* [What is needed]:
Your answer should contain only the lines from the top of the data below down through the one with "position:absolute; left:15px; bottom:12px;", transcribed exactly and without pictures; please include nothing more.
== == ==
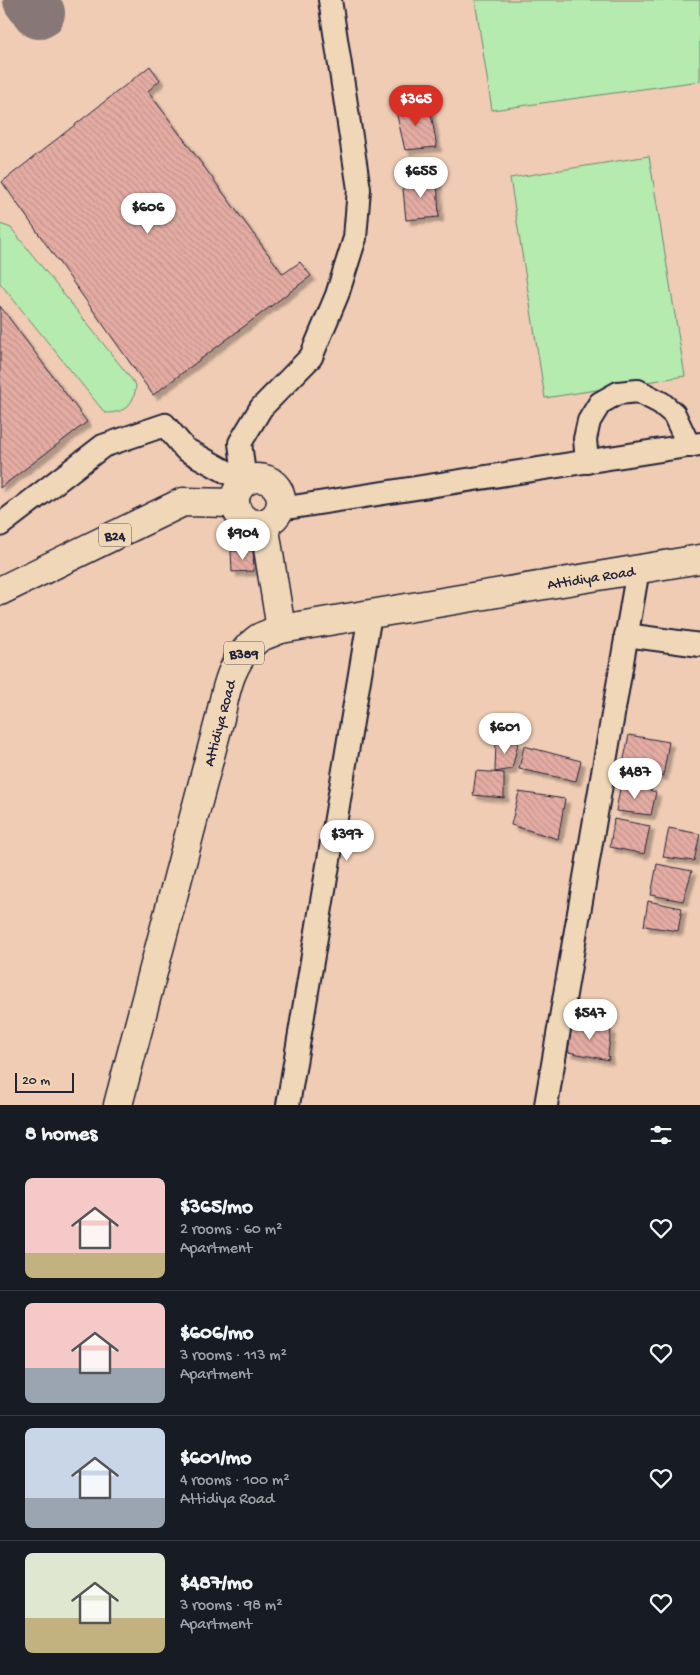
<!DOCTYPE html>
<html lang="en">
<head>
<meta charset="utf-8">
<style>
	:root { --surface:#171b24; --page:#20242c; --text:#f1f3f6; --muted:#9ea1a6; --line:#363941; --accent:#d93025 }
	body { margin:0; font-family:"Gochi Hand",sans-serif; background:var(--page); color:var(--text); height:100vh; display:flex; flex-direction:column; font-size:19px; white-space:nowrap }
	* { box-sizing:border-box; margin:0 }
	p { font-size:16px; color:var(--muted) }
	.icon { flex:none; width:28px; height:28px; fill:none; stroke:currentColor; stroke-width:2; stroke-linecap:round; stroke-linejoin:round }
	.map { position:relative; height:1105px; overflow:hidden }
	.side { display:flex; flex-direction:column; background:var(--surface); flex:1 }
	.side>* { flex:none }
	.scale { position:absolute; left:15px; bottom:12px; width:59px; box-sizing:border-box; padding-left:5px; border:2px solid #22223b; border-top:0; font-size:14px; line-height:18px; white-space:nowrap; color:#22223b; -webkit-text-stroke:4px #f0d7b8; paint-order:stroke }
	.price { position:absolute; translate:-50% -42px; padding:0 11px; border-radius:18px; background:#fff; color:#222; font-size:16px; line-height:32px; filter:drop-shadow(0 1px 2px #0008) }
	.price::after { content:''; position:absolute; left:50%; top:30px; width:15px; height:11px; margin-left:-8px; background:inherit; clip-path:polygon(0 0,100% 0,50% 100%) }
	.price.active { background:var(--accent); color:#fff }
	ul { padding:0; list-style:none }
	li { display:flex; align-items:center; gap:15px; height:125px; padding:0 25px }
	li+li { border-top:1px solid var(--line) }
	li span { display:grid; place-items:center; flex:none; width:140px; height:100px; border-radius:8px; color:#555 }
	li>.icon { margin-inline-start:auto }
	span .icon { width:60px; height:60px; fill:#fffc; stroke-width:1 }
	li b { font-size:21px }
	h2 { display:flex; justify-content:space-between; align-items:center; height:60px; padding:0 25px; font-size:21px }
	.map>svg:first-child { display:block }
</style>
</head>
<body>
<div class="map">
<svg width="700" height="1105" viewBox="0 0 700 1105">
	<defs>
		<pattern id="building-back-hatch" width="6" height="6" patternUnits="userSpaceOnUse" patternTransform="scale(1.25)"><rect width="6" height="6" fill="#e4aca3"/><path d="M-1 5l2 2M0 0l6 6M5-1l2 2" fill="none" stroke="#c3948d"/></pattern>
		<filter id="shadow"><feDropShadow dx="4.5" dy="4.5" stdDeviation="1" flood-color="#0004"/></filter>
	</defs>
	<rect width="100%" height="100%" fill="#efccb3"/>
	<filter id="ink" filterUnits="userSpaceOnUse"><feTurbulence type="fractalNoise" baseFrequency=".02" numOctaves="2"/><feDisplacementMap in="SourceGraphic" scale="10" xChannelSelector="R" yChannelSelector="G"/><feConvolveMatrix kernelMatrix="1 2 1 2 8 2 1 2 1" color-interpolation-filters="sRGB"/></filter>
	<g filter="url(#ink)">
		<g fill="#b5ebae" stroke="#6c8674">
			<polygon points="475,0 700,0 700,81 492,110"/>
			<polygon points="649,156 685,376 545,398 510,178"/>
			<path d="M0,224L11,228L136,385C134,405 125,413 105,413L0,283Z"/>
		</g>
		<g fill="none" stroke-linecap="round" stroke-linejoin="round">
			<polyline stroke="#877" stroke-width="52" points="29,0 39,13"/>
		</g>
		<g fill="url(#building-back-hatch)" stroke="#22223b" filter="url(#shadow)">
			<polygon points="150,66 160,80 148,91 283,274 300,262 311,276 153,395 2,182"/>
			<polygon points="429,103 437,147 405,150 395,107"/>
			<polygon points="402,179 437,179 439,217 406,220"/>
			<polygon points="0,306 87,422 0,488"/>
			<polygon points="253,550 254,571 232,572 231,551"/>
			<polygon points="629,735 669,742 663,776 622,768"/>
			<polygon points="496,740 518,743 512,769 495,772"/>
			<polygon points="524,746 581,761 576,781 519,769"/>
			<polygon points="476,771 504,773 504,798 473,795"/>
			<polygon points="621,783 656,792 651,815 616,811"/>
			<polygon points="519,792 565,799 558,839 511,825"/>
			<polygon points="614,819 650,826 644,854 610,847"/>
			<polygon points="669,828 700,834 694,861 663,857"/>
			<polygon points="657,864 692,871 683,901 651,895"/>
			<polygon points="648,901 682,908 678,931 644,926"/>
			<polygon points="572,1023 611,1029 608,1054 609,1060 568,1052"/>
		</g>
		<g fill="none" stroke-linecap="round" stroke-linejoin="round">
			<defs>
				<g id="minor">
					<polyline points="587,462 585,439 589,421 600,403 618,393 638,391 661,403 674,414 689,446"/>
					<polyline points="280,509 700,444"/>
					<polyline points="0,525 103,446 165,425 185,449 245,482 240,443 261,408 311,357 337,295 355,238 359,189 330,0"/>
					<polyline points="626,635 700,645"/>
					<polyline points="288,1105 370,614"/>
					<polyline points="546,1105 638,569"/>
				</g>
				<g id="major">
					<circle cx="258" cy="501" r="23"/>
					<polyline points="264,523 281,629"/>
					<polyline points="0,591 183,502 235,503"/>
					<path d="M118,1105L220,718C226,688 232,657 259,638C266,634 274,632 281,629L700,559"/>
				</g>
			</defs>
			<use href="#minor" stroke="#22223b" stroke-width="26"/>
			<use href="#major" stroke="#22223b" stroke-width="31"/>
			<use href="#minor" stroke="#f0d7b8" stroke-width="22"/>
			<use href="#major" stroke="#f0d7b8" stroke-width="28"/>
		</g>
	</g>
	<g text-anchor="middle" stroke-width="4" stroke-linejoin="round" paint-order="stroke">
		<g fill="#f0d7b8" stroke="#605860" stroke-width="1">
			<rect x="99" y="523.5" width="32" height="23" rx="4"/>
			<rect x="224" y="641.5" width="40" height="23" rx="4"/>
		</g>
		<g font-size="14" font-weight="bold" fill="#22223b">
			<text x="115" y="540">B24</text>
			<text x="244" y="658">B389</text>
		</g>
		<g font-size="15" fill="#22223b" stroke="#f0d7b8">
			<text transform="translate(591 577) rotate(-9)" y="5">Attidiya Road</text>
			<text transform="translate(219 723) rotate(-75)" y="5">Attidiya Road</text>
		</g>
	</g>
</svg>
<div class="scale">20 m</div>
<b class="price active" style="left:416px;top:127px">$365</b>
<b class="price" style="left:421px;top:199px">$655</b>
<b class="price" style="left:148px;top:235px">$606</b>
<b class="price" style="left:243px;top:561px">$904</b>
<b class="price" style="left:505px;top:755px">$601</b>
<b class="price" style="left:635px;top:800px">$487</b>
<b class="price" style="left:347px;top:862px">$397</b>
<b class="price" style="left:590px;top:1041px">$547</b>
</div>
<section class="side">
<h2>8 homes<svg class="icon" aria-label="filters" viewBox="0 0 24 24"><path d="M4 7h16M4 17h16"/><circle cx="9" cy="7" r="2"/><circle cx="15" cy="17" r="2"/></svg></h2>
<ul>
<li><span style="background:linear-gradient(#f6c9c9 75%,#c2b280 0)"><svg class="icon" aria-label="home" viewBox="0 0 24 24"><path d="M3 11l9-7 9 7M6 9v11h12V9"/></svg></span><div><b>$365/mo</b><p>2 rooms · 60 m²</p><p>Apartment</p></div><svg class="icon" aria-label="heart" viewBox="0 0 24 24"><path d="M12 20l-8-8c-3-5 5-10 8-4 3-6 11-1 8 4z"/></svg></li>
<li><span style="background:linear-gradient(#f6c9c9 65%,#9aa5b1 0)"><svg class="icon" aria-label="home" viewBox="0 0 24 24"><path d="M3 11l9-7 9 7M6 9v11h12V9"/></svg></span><div><b>$606/mo</b><p>3 rooms · 113 m²</p><p>Apartment</p></div><svg class="icon" aria-label="heart" viewBox="0 0 24 24"><path d="M12 20l-8-8c-3-5 5-10 8-4 3-6 11-1 8 4z"/></svg></li>
<li><span style="background:linear-gradient(#c9d6e8 70%,#9aa5b1 0)"><svg class="icon" aria-label="home" viewBox="0 0 24 24"><path d="M3 11l9-7 9 7M6 9v11h12V9"/></svg></span><div><b>$601/mo</b><p>4 rooms · 100 m²</p><p>Attidiya Road</p></div><svg class="icon" aria-label="heart" viewBox="0 0 24 24"><path d="M12 20l-8-8c-3-5 5-10 8-4 3-6 11-1 8 4z"/></svg></li>
<li><span style="background:linear-gradient(#dfe7d0 65%,#c2b280 0)"><svg class="icon" aria-label="home" viewBox="0 0 24 24"><path d="M3 11l9-7 9 7M6 9v11h12V9"/></svg></span><div><b>$487/mo</b><p>3 rooms · 98 m²</p><p>Apartment</p></div><svg class="icon" aria-label="heart" viewBox="0 0 24 24"><path d="M12 20l-8-8c-3-5 5-10 8-4 3-6 11-1 8 4z"/></svg></li>
</ul>
</section>
</body>
</html>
== == ==
* [Exercise response]:
<!DOCTYPE html>
<html lang="en">
<head>
<meta charset="utf-8">
<style>
	:root { --surface:#171b24; --page:#20242c; --text:#f1f3f6; --muted:#9ea1a6; --line:#363941; --accent:#d93025 }
	body { margin:0; font-family:"Gochi Hand",sans-serif; background:var(--page); color:var(--text); height:100vh; display:flex; flex-direction:column; font-size:19px; white-space:nowrap }
	* { box-sizing:border-box; margin:0 }
	p { font-size:16px; color:var(--muted) }
	.icon { flex:none; width:28px; height:28px; fill:none; stroke:currentColor; stroke-width:2; stroke-linecap:round; stroke-linejoin:round }
	.map { position:relative; height:1105px; overflow:hidden }
	.side { display:flex; flex-direction:column; background:var(--surface); flex:1 }
	.side>* { flex:none }
	.scale { position:absolute; left:15px; bottom:12px; width:59px; box-sizing:border-box; padding-left:5px; border:2px solid #22223b; border-top:0; font-size:14px; line-height:18px; white-space:nowrap; color:#22223b; -webkit-text-stroke:4px #f0d7b8; paint-order:stroke }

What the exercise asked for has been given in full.